KNN is a lazy, instance-based classifier — it stores all training data and classifies a new instance by majority vote of its $k$ closest neighbours.

Steps:

Choose $k$ (number of neighbours).
Compute the distance (usually Euclidean, $d=\sqrt{\sum (x_i - y_i)^2}$ ) from the new instance to every training point.
Select the $k$ nearest training points.
Assign the class that is most frequent (majority vote) among those $k$ neighbours.

Worked Example

Training data (attributes $X_1, X_2$ , Class):

Point	$X_1$	$X_2$	Class
P1	1	1	A
P2	2	1	A
P3	4	4	B
P4	5	4	B

Classify new instance $Q = (2, 2)$ with $k = 3$ .

Point	Distance to Q(2,2)
P1(1,1)	$\sqrt{1+1}=1.41$
P2(2,1)	$\sqrt{0+1}=1.00$
P3(4,4)	$\sqrt{4+4}=2.83$
P4(5,4)	$\sqrt{9+4}=3.61$

The 3 nearest neighbours are P2 (A), P1 (A), P3 (B) → votes: A = 2, B = 1.

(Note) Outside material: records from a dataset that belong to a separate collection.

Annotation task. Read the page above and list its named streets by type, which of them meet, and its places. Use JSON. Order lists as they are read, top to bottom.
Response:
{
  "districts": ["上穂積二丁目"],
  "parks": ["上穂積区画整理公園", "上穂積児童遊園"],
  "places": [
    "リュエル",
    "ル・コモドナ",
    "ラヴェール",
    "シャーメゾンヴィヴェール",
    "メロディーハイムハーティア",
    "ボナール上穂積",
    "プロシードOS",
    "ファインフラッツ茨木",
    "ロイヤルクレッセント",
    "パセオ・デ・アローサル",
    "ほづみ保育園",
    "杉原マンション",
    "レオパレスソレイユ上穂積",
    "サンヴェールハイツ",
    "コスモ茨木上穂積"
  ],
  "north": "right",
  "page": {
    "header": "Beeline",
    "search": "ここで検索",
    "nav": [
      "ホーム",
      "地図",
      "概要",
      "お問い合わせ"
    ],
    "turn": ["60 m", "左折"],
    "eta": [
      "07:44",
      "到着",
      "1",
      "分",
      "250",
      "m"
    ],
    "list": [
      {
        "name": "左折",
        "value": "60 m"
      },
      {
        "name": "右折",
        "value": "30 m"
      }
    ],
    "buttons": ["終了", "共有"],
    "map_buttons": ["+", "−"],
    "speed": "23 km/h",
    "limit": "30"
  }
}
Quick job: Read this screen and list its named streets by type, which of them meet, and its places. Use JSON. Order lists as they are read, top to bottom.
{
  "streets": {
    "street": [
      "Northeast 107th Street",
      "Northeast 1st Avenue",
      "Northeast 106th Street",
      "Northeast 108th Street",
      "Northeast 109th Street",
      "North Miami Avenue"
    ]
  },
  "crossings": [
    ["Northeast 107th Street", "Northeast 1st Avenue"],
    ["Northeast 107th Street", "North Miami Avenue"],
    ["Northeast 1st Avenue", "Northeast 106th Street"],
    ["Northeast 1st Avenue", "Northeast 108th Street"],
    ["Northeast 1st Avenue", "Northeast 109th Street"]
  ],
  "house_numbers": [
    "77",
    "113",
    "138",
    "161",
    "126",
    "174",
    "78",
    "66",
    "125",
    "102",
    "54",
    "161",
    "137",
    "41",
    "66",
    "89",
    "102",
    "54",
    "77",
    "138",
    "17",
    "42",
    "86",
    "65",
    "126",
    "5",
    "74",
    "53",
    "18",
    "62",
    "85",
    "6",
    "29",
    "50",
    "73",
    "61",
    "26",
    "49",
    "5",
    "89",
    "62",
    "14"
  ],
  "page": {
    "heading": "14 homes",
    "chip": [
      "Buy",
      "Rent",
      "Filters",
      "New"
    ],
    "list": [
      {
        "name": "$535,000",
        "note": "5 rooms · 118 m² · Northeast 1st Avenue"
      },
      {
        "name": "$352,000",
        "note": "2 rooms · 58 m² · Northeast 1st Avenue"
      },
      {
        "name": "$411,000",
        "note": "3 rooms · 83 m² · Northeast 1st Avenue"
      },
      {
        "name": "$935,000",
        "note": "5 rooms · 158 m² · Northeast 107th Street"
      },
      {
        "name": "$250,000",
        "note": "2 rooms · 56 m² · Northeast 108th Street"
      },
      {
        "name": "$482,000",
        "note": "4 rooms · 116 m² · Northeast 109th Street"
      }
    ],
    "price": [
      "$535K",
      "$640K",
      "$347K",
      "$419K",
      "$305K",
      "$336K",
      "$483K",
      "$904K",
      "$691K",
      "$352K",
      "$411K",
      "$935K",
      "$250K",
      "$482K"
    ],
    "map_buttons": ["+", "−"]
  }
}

Majority class = A, so $Q(2,2)$ is classified as Class A.

Note: $k$ is usually odd to avoid ties; attributes should be normalised so large-scale features do not dominate the distance.

Answer 4

Operational Database (OLTP) vs Data Warehouse (OLAP)

Aspect	Operational Database (OLTP)	Data Warehouse (OLAP)
Purpose	Day-to-day transaction processing	Analysis, reporting, decision support
Data	Current, detailed, up-to-date	Historical, summarized, integrated
Orientation	Application-oriented	Subject-oriented
Operations	Frequent INSERT/UPDATE/DELETE	Mostly read-only, complex queries
Design	Normalized (ER model)	De-normalized (star/snowflake)
Size	MB–GB	GB–TB and beyond
Access	Short, simple transactions	Long, ad-hoc analytical queries
Users	Clerks, operational staff	Analysts, managers, executives
Time	Real-time / current value	Time-variant (history retained)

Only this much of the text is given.